DIRECTIONS FOR THIS TASK:
Each line with the word "linejoin" must appear in the answer, copied from the records.

RECORDED INFORMATION:
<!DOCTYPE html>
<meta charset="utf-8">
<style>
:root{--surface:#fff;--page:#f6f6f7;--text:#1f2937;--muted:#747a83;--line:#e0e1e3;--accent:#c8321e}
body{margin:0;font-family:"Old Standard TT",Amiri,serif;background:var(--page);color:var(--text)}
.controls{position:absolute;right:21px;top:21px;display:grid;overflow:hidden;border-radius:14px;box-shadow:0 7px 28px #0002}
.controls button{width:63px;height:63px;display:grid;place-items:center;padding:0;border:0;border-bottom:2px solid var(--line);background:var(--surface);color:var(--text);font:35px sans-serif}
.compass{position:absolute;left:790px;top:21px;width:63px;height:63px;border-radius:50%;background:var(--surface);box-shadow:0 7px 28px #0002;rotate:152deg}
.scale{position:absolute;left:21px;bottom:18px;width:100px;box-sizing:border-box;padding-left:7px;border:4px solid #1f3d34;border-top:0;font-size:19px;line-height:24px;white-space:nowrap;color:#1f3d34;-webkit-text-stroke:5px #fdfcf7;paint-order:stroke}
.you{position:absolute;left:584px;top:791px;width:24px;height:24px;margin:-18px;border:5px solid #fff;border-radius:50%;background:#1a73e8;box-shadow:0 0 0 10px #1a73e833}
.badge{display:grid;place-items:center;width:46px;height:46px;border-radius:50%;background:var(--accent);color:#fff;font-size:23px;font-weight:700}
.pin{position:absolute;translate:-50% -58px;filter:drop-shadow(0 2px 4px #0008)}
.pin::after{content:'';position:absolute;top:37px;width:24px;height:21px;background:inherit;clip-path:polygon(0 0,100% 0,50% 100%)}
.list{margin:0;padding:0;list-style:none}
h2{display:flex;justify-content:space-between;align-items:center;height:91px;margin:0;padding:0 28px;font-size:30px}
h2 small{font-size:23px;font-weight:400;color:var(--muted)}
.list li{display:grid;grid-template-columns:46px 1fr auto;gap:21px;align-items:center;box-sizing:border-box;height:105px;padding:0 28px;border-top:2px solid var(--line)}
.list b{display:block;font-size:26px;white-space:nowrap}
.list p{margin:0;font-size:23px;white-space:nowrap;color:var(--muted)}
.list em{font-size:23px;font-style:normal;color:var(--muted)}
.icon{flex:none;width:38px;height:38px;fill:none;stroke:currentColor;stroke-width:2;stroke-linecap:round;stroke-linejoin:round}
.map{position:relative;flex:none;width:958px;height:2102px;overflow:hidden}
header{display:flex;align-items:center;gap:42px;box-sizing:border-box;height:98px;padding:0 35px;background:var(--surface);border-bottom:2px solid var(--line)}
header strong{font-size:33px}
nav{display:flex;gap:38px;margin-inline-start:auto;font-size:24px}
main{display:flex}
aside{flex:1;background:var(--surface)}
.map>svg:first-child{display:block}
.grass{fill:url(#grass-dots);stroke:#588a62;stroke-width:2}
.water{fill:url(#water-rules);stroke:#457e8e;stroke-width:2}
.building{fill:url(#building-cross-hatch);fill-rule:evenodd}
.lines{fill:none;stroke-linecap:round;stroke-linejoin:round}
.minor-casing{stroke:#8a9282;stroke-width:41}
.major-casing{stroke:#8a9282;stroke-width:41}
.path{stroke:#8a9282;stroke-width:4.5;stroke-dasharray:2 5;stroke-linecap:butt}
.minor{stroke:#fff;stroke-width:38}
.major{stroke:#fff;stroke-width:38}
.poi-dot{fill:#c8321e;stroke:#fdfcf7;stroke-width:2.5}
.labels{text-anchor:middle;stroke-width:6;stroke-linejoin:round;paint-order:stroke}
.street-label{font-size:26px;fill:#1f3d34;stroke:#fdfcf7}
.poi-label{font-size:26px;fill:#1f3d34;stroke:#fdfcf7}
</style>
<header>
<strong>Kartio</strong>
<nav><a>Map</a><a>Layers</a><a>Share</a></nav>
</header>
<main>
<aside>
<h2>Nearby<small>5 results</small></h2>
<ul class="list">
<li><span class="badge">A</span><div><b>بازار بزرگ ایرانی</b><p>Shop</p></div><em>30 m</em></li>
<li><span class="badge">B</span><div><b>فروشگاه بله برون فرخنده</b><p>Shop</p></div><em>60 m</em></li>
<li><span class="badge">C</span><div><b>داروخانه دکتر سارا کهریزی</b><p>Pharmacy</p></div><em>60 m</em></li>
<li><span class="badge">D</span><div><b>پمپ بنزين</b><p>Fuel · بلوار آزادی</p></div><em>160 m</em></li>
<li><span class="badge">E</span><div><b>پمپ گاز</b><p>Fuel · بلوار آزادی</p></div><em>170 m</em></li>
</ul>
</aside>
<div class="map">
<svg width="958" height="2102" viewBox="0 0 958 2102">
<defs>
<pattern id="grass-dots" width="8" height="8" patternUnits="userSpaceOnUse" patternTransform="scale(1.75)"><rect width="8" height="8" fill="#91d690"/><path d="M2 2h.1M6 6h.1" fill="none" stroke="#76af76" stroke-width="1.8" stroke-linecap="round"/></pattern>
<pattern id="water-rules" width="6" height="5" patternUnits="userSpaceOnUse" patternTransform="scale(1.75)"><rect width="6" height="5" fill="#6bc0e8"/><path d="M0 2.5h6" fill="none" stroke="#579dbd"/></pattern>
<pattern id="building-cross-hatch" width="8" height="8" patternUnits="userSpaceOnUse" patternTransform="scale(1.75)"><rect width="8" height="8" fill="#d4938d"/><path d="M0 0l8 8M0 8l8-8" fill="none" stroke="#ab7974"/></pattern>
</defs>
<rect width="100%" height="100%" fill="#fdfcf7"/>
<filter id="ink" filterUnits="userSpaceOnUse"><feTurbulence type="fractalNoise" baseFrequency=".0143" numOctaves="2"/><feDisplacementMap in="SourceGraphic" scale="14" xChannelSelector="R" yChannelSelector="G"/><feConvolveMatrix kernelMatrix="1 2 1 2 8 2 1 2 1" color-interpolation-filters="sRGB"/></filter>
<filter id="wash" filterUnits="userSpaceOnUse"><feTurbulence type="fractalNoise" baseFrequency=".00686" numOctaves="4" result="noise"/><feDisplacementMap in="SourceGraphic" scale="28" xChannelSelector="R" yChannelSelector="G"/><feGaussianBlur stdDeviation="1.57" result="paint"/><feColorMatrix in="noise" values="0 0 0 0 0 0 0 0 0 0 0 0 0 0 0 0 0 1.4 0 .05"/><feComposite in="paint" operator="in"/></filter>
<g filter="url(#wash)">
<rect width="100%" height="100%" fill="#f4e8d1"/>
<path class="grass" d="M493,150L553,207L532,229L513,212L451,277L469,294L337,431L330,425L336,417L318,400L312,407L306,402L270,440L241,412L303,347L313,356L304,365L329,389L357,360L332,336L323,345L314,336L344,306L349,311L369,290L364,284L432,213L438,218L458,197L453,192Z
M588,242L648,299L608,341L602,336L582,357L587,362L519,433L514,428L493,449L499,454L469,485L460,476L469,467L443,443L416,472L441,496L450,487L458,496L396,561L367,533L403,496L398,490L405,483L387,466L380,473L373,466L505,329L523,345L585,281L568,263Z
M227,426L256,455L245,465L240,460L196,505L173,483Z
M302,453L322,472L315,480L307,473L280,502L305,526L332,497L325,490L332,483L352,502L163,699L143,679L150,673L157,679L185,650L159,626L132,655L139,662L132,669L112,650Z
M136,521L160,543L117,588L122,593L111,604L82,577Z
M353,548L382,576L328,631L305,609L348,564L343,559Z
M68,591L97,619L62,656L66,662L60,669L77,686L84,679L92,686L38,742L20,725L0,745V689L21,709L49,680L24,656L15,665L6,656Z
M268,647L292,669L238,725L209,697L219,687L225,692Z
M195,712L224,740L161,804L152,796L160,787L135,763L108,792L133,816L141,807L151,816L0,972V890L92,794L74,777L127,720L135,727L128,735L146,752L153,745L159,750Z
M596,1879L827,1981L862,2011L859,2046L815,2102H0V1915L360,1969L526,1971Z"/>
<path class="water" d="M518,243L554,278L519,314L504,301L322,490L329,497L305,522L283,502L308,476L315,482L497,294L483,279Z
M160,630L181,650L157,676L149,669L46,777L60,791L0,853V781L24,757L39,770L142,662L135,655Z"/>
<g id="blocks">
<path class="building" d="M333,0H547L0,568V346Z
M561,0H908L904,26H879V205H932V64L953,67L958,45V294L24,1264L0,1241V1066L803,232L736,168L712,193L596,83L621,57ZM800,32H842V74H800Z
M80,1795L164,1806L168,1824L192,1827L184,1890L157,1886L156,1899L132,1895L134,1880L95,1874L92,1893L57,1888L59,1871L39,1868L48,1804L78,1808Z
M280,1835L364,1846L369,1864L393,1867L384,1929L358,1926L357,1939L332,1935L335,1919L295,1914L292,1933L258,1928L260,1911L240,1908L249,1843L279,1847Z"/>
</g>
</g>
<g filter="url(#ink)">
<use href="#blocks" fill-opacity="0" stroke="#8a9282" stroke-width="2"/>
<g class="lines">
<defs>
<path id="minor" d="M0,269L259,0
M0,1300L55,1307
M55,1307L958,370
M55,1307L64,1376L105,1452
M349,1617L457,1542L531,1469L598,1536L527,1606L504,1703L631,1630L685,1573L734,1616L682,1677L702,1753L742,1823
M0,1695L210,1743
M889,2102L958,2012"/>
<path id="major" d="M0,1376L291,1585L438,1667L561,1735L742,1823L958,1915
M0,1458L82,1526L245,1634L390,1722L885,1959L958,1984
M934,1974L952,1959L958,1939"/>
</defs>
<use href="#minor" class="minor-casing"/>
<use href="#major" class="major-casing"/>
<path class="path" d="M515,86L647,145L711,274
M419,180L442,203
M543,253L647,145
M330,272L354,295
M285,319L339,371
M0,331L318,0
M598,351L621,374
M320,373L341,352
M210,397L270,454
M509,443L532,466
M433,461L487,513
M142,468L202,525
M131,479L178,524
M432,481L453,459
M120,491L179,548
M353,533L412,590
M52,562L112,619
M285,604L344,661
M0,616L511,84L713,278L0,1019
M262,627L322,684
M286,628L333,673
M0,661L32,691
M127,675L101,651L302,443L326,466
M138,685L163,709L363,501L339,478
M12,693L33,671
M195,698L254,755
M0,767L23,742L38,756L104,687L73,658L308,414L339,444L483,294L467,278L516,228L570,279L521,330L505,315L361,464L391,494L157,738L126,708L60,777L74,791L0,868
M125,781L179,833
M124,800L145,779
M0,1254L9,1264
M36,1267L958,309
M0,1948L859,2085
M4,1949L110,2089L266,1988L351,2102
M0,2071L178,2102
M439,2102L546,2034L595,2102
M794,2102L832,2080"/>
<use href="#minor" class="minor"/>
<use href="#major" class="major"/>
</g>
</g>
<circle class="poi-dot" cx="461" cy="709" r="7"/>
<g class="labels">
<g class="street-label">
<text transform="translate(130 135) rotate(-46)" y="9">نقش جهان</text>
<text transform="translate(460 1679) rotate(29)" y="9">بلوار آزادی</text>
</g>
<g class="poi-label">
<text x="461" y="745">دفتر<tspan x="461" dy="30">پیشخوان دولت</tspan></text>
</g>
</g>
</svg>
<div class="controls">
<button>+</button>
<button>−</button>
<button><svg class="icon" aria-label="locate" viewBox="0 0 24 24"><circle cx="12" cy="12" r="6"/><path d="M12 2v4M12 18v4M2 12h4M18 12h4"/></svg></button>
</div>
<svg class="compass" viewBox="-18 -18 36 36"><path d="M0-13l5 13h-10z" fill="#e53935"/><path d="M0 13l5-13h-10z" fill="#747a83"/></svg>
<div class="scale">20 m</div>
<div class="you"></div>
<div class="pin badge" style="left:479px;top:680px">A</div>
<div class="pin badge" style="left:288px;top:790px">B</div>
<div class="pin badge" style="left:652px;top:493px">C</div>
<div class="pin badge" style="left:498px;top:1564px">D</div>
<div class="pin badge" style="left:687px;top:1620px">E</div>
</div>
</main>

YOUR RESPONSE:
.icon{flex:none;width:38px;height:38px;fill:none;stroke:currentColor;stroke-width:2;stroke-linecap:round;stroke-linejoin:round}
.lines{fill:none;stroke-linecap:round;stroke-linejoin:round}
.labels{text-anchor:middle;stroke-width:6;stroke-linejoin:round;paint-order:stroke}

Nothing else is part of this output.